START Recorded information

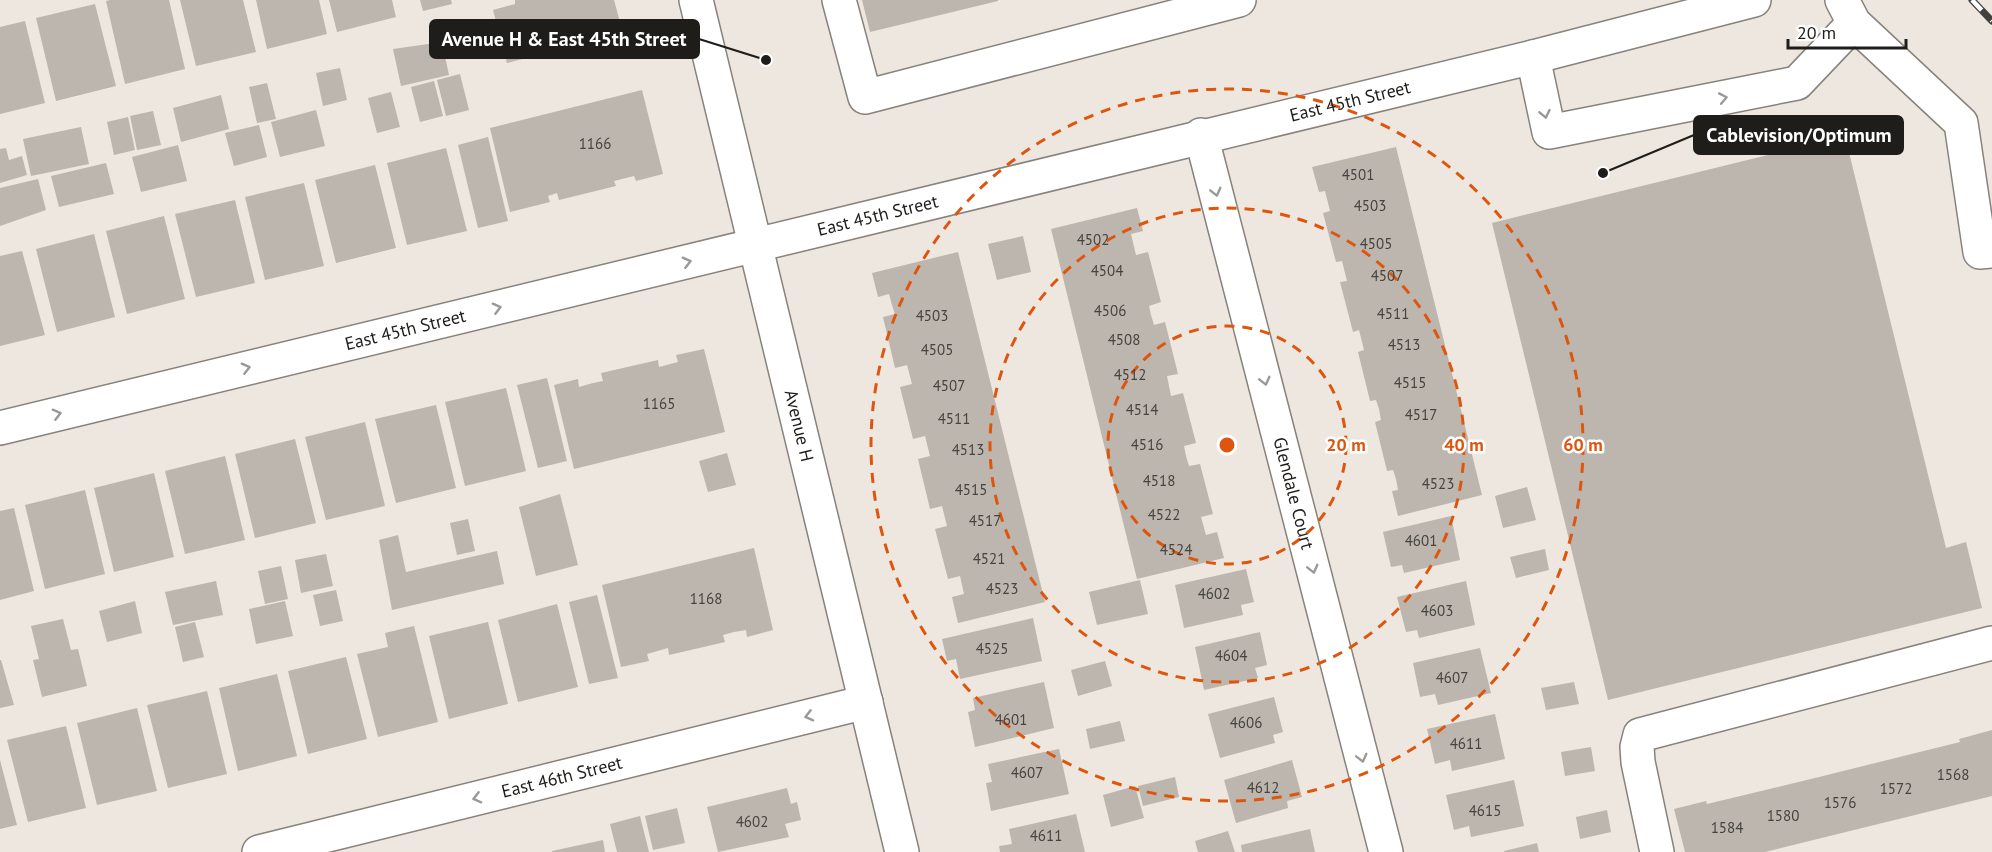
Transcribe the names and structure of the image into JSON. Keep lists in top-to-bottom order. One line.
{"streets":{"street":["East 45th Street","Avenue H","Glendale Court","East 46th Street"]},"crossings":[["East 45th Street","Avenue H"],["East 45th Street","Glendale Court"],["Avenue H","East 46th Street"]],"one_way":["East 45th Street","Glendale Court","East 46th Street"],"places":["Avenue H & East 45th Street","Cablevision/Optimum"],"house_numbers":["1166","4501","4503","4502","4505","4504","4507","4506","4511","4503","4508","4513","4505","4512","4515","4507","1165","4514","4517","4511","4516","4513","4518","4523","4515","4522","4517","4601","4524","4521","4523","4602","1168","4603","4525","4604","4607","4601","4606","4611","4607","1568","4612","1572","1576","4615","1580","4602","1584","4611"],"scale_bar":"20 m","rings":["20 m","40 m","60 m"]}
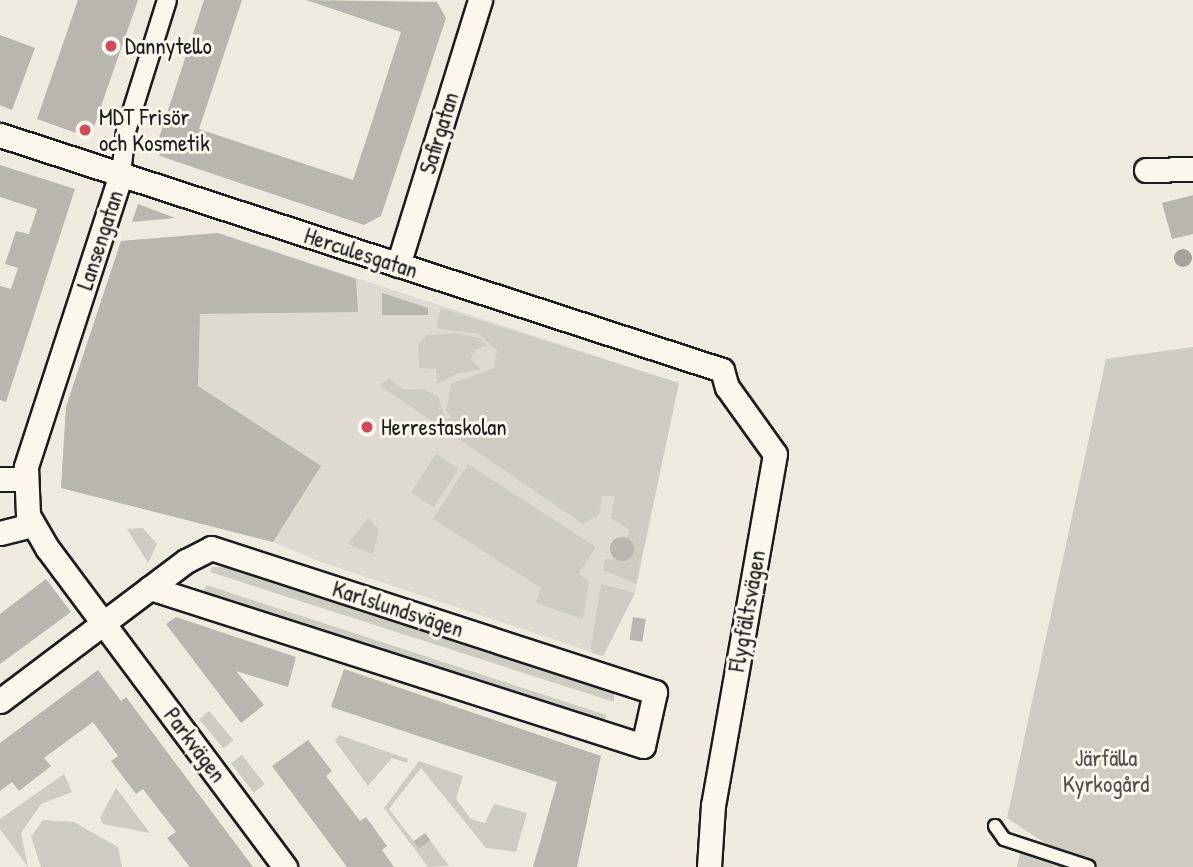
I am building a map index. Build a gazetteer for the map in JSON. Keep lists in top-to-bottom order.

END Recorded information

Work to complete: Exclude every picture and restate the listing word for word.

Exercise output:
Transcribe the names and structure of the image into JSON. Keep lists in top-to-bottom order. One line.
{"streets":{"street":["East 45th Street","Avenue H","Glendale Court","East 46th Street"]},"crossings":[["East 45th Street","Avenue H"],["East 45th Street","Glendale Court"],["Avenue H","East 46th Street"]],"one_way":["East 45th Street","Glendale Court","East 46th Street"],"places":["Avenue H & East 45th Street","Cablevision/Optimum"],"house_numbers":["1166","4501","4503","4502","4505","4504","4507","4506","4511","4503","4508","4513","4505","4512","4515","4507","1165","4514","4517","4511","4516","4513","4518","4523","4515","4522","4517","4601","4524","4521","4523","4602","1168","4603","4525","4604","4607","4601","4606","4611","4607","1568","4612","1572","1576","4615","1580","4602","1584","4611"],"scale_bar":"20 m","rings":["20 m","40 m","60 m"]}
I am building a map index. Build a gazetteer for the map in JSON. Keep lists in top-to-bottom order.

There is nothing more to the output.